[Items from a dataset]
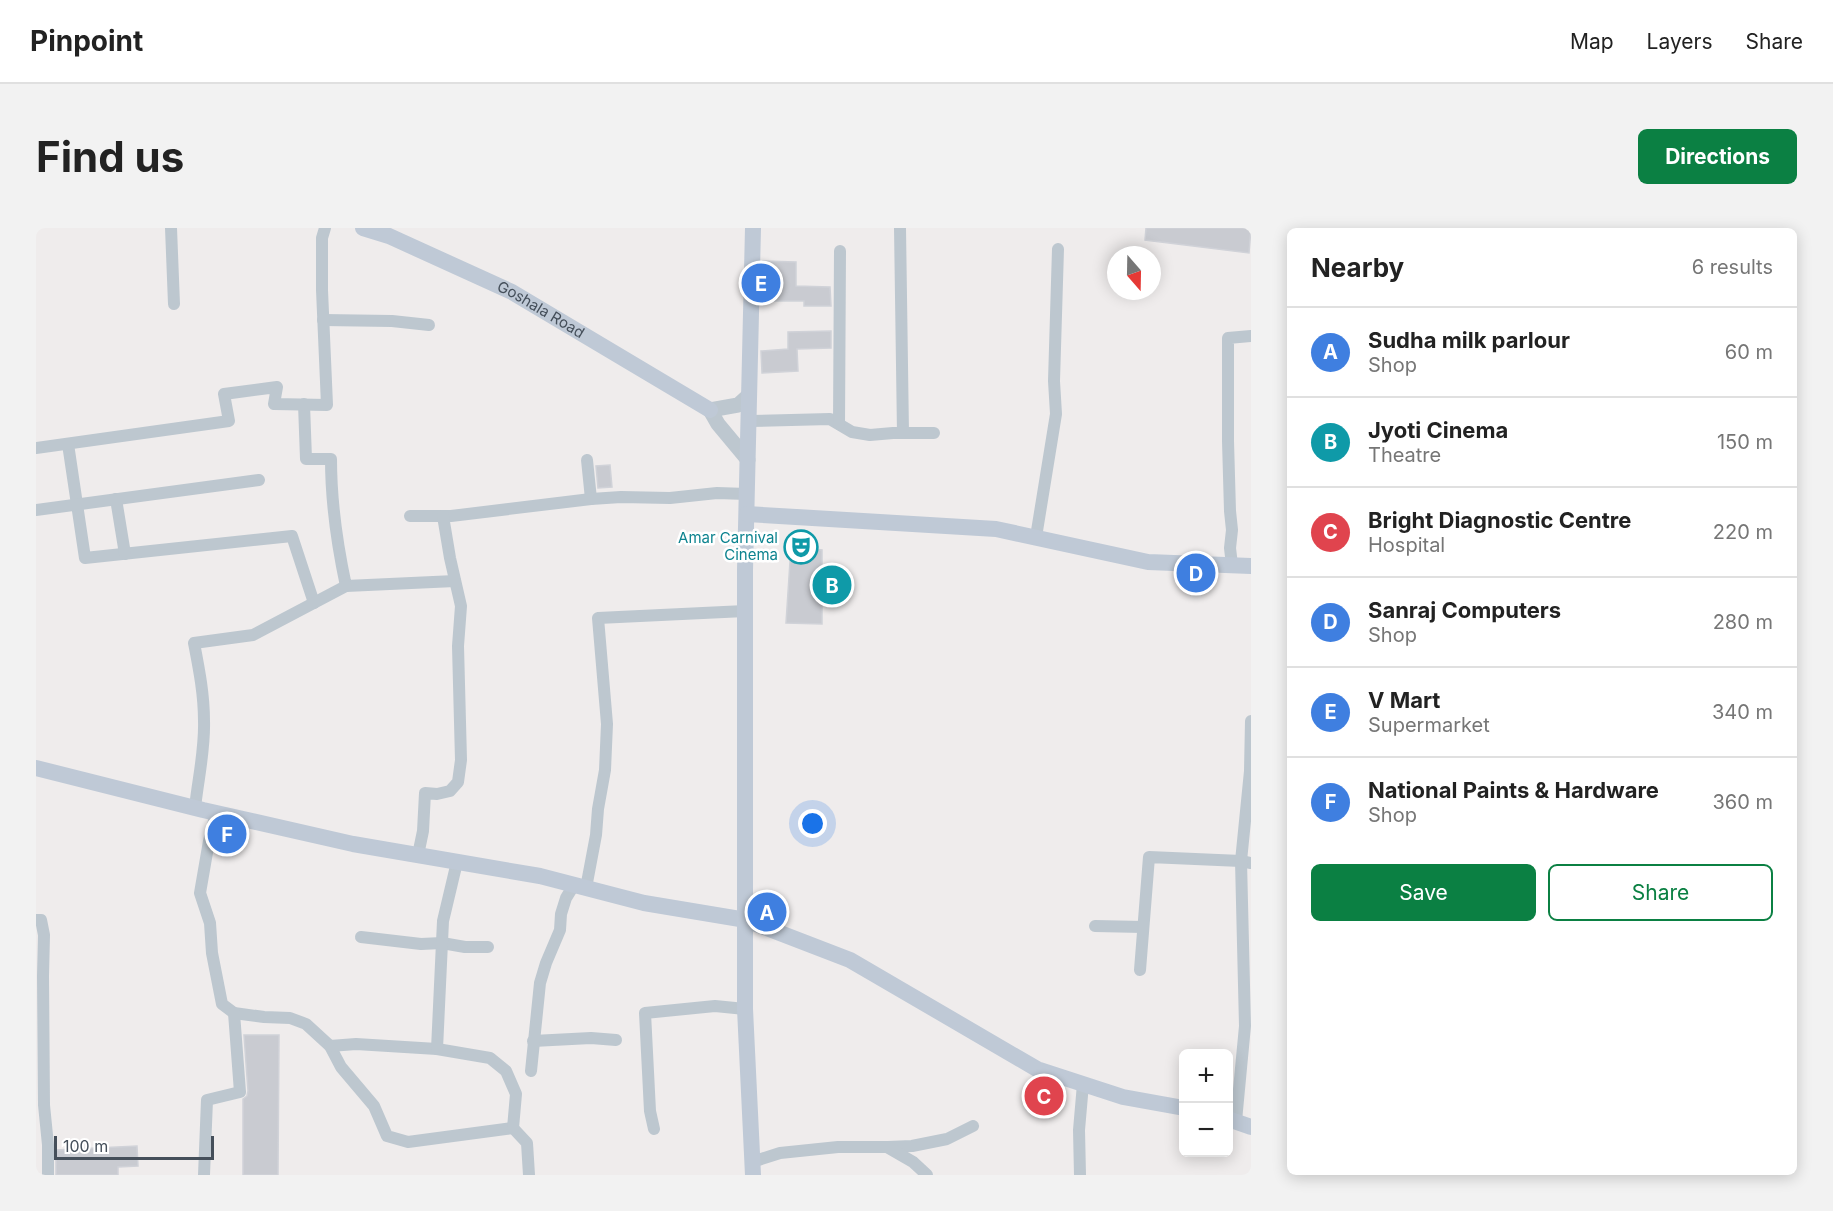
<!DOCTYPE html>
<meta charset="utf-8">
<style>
:root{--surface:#fff;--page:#f2f2f2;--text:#222;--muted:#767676;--line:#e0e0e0;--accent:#0b8043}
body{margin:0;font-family:Inter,sans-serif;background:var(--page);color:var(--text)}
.controls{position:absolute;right:18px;bottom:18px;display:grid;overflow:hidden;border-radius:9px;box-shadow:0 3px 15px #0003}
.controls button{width:54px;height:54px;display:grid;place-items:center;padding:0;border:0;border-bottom:2px solid var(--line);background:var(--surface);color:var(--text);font:30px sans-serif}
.compass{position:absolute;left:1071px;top:18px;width:54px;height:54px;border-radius:50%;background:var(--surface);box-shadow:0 3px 15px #0003;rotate:160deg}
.scale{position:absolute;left:18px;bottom:15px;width:160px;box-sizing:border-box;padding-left:6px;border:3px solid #454f5a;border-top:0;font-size:16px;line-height:21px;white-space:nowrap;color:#454f5a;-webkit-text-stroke:4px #fff;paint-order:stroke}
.you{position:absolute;left:777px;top:596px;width:21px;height:21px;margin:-15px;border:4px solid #fff;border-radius:50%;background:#1a73e8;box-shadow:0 0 0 9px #1a73e833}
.badge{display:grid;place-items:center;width:39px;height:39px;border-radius:50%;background:var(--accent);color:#fff;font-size:20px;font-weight:700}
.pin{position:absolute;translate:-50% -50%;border:3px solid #fff;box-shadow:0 2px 6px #0006}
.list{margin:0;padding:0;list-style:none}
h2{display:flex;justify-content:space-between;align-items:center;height:78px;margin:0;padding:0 24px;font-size:26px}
h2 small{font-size:20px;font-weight:400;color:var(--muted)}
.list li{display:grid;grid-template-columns:39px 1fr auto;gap:18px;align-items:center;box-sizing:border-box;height:90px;padding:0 24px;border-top:2px solid var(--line)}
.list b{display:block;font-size:22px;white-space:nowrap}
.list p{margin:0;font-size:20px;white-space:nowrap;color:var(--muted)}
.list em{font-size:20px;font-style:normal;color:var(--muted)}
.actions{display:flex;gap:12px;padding:18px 24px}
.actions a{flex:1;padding:14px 0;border:2px solid var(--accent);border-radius:9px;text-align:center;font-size:21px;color:var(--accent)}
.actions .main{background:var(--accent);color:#fff}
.map{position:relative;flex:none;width:1215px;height:947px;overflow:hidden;border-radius:9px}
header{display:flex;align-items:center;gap:36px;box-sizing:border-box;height:84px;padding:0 30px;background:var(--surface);border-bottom:2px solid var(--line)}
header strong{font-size:28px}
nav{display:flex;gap:33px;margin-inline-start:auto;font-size:21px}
.intro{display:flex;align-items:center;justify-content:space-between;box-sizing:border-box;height:144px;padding:0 36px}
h1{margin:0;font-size:42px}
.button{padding:15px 27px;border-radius:9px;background:var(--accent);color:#fff;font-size:21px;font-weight:700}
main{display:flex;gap:36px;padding:0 36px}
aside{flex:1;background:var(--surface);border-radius:9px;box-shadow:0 3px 15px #0003}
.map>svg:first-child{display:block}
</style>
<header>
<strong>Pinpoint</strong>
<nav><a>Map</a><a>Layers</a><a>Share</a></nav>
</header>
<div class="intro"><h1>Find us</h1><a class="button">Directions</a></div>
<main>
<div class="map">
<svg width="1215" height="947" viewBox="0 0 1215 947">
<rect width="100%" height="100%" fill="#efecec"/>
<g fill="#c9cbd1" stroke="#d0d2d8" stroke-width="1.5">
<polygon points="1110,0 1215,0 1213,25 1109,12"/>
<polygon points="727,33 760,34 760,58 794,59 795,78 768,78 768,73 726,73"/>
<polygon points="795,103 795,120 761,121 762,143 726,145 725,123 752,121 752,104"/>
<polygon points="574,237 576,259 562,260 560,238"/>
<polygon points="755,318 786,322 786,357 806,358 806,369 786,370 786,396 750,395"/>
<polygon points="208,807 243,807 242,947 207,947 207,871 211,868 212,863"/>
<polygon points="1004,856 1015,859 1010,880 999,877"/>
<polygon points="101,918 102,938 82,939 82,947 20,947 20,922"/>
</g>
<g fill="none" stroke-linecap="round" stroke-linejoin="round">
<g stroke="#bdc7cf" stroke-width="12">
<polyline points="135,0 138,76"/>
<polyline points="864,0 867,205"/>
<polyline points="287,92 356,93 393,97"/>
<path d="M 268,176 L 270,231 L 295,231 C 295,273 301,316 310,358 L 419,353"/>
<polyline points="713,193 794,191 816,204 834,207 857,205 898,205"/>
<polyline points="803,196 804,23"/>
<polyline points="32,216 49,330 256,308 278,375"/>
<polyline points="0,220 193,193 188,166 241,159 238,176 291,177 286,62 286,10 289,0"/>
<polyline points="551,232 555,271"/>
<polyline points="80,271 89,326"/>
<polyline points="0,282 223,252"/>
<polyline points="374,288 415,288 555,271 585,269 634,270 681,265 711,266"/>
<polyline points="1000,309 1020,186 1018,153 1022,21"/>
<polyline points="1196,337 1194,320 1196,302 1194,283 1192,213 1192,110 1215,108"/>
<path d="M 159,580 C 162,551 169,522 168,493 C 168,466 163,441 158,415 L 217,407 L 310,358"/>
<polyline points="180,585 173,613 164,665 174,695 176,725 186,776 198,785 228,789 254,790 270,796 294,818 305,839 338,878 351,908 372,914 477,900 491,915 493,947"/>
<polyline points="382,627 387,603 389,565 401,566 414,563 422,554 425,532 422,418 425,378 414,330 407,288"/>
<polyline points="550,660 560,607 562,581 569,542 571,496 562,390 709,383"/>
<polyline points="0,692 5,692 8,707 7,748 8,877 12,917 12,947"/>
<polyline points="1059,698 1107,699"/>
<polyline points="325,709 385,716 406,715 429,719 452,719"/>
<polyline points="1104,742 1113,629 1205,633 1215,635"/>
<polyline points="497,813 555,810 580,812"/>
<polyline points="294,818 320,816 401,821 454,830 470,843 480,866 477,900"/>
<polyline points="401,821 407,693 421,634"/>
<polyline points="495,843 504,755 510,735 524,702 525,686 530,670 538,657"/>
<polyline points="1200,893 1209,798 1205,633 1214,543 1215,493"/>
<polyline points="618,901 614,883 609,785 679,778 709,781"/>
<polyline points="852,919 876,918 911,911 937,898"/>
<polyline points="716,934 744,925 802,919 851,919 877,934 891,947"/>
<polyline points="168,947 171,872 204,864 198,785"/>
<polyline points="1044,947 1043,902 1047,856"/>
</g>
<polyline stroke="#bdc7cf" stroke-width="15" points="712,232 682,196 674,182 702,177 713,167"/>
<g stroke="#bfc9d6" stroke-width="16">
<path id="s1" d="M 327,0 L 353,8 L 476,64 L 674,182"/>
<polyline points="717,0 709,342 709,781 717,947"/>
<polyline points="711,286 960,301 1112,334 1215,338"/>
<polyline points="0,540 167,582 317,616 504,648 608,675 710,692 814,732 1001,841 1087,869 1148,880"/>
<polyline points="1192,891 1215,899"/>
</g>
</g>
<defs>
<symbol id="theatre-ring" viewBox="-11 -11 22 22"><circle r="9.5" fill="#fff" stroke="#0f9aa8" stroke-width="1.5"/><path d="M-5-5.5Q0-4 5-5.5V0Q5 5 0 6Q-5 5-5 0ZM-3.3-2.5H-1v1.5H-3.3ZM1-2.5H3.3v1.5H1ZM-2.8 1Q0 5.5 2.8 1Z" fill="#0f9aa8"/></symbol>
</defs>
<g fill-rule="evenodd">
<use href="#theatre-ring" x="746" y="300" width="38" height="38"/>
</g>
<g text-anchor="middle" stroke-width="5" stroke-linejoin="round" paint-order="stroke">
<g font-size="15" fill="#454f5a" stroke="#fff">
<text dy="5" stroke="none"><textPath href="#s1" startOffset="196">Goshala Road</textPath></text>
</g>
<g font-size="15" fill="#0d838f" stroke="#fff" text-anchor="end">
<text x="742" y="315">Amar Carnival<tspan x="742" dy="17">Cinema</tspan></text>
</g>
</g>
</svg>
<div class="controls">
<button>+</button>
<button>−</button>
</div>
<svg class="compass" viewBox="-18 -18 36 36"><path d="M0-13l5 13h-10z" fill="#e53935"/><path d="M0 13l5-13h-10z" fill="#767676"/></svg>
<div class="scale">100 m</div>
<div class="you"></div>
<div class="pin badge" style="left:731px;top:684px;background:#3f7fe0">A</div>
<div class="pin badge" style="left:796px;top:357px;background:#0f9aa8">B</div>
<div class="pin badge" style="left:1008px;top:868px;background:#e0444e">C</div>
<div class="pin badge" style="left:1160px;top:345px;background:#3f7fe0">D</div>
<div class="pin badge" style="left:725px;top:55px;background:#3f7fe0">E</div>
<div class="pin badge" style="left:191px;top:606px;background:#3f7fe0">F</div>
</div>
<aside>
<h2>Nearby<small>6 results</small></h2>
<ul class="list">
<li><span class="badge" style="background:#3f7fe0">A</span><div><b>Sudha milk parlour</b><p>Shop</p></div><em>60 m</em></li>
<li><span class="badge" style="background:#0f9aa8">B</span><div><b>Jyoti Cinema</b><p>Theatre</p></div><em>150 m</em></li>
<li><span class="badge" style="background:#e0444e">C</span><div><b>Bright Diagnostic Centre</b><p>Hospital</p></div><em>220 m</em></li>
<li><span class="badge" style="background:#3f7fe0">D</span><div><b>Sanraj Computers</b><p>Shop</p></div><em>280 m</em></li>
<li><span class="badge" style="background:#3f7fe0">E</span><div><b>V Mart</b><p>Supermarket</p></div><em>340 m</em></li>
<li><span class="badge" style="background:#3f7fe0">F</span><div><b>National Paints &amp; Hardware</b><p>Shop</p></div><em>360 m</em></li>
</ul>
<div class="actions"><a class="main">Save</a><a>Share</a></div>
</aside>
</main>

▶ What you have to do:
Return all lines from the data above with "compass" in them.

▶ Answer section:
.compass{position:absolute;left:1071px;top:18px;width:54px;height:54px;border-radius:50%;background:var(--surface);box-shadow:0 3px 15px #0003;rotate:160deg}
<svg class="compass" viewBox="-18 -18 36 36"><path d="M0-13l5 13h-10z" fill="#e53935"/><path d="M0 13l5-13h-10z" fill="#767676"/></svg>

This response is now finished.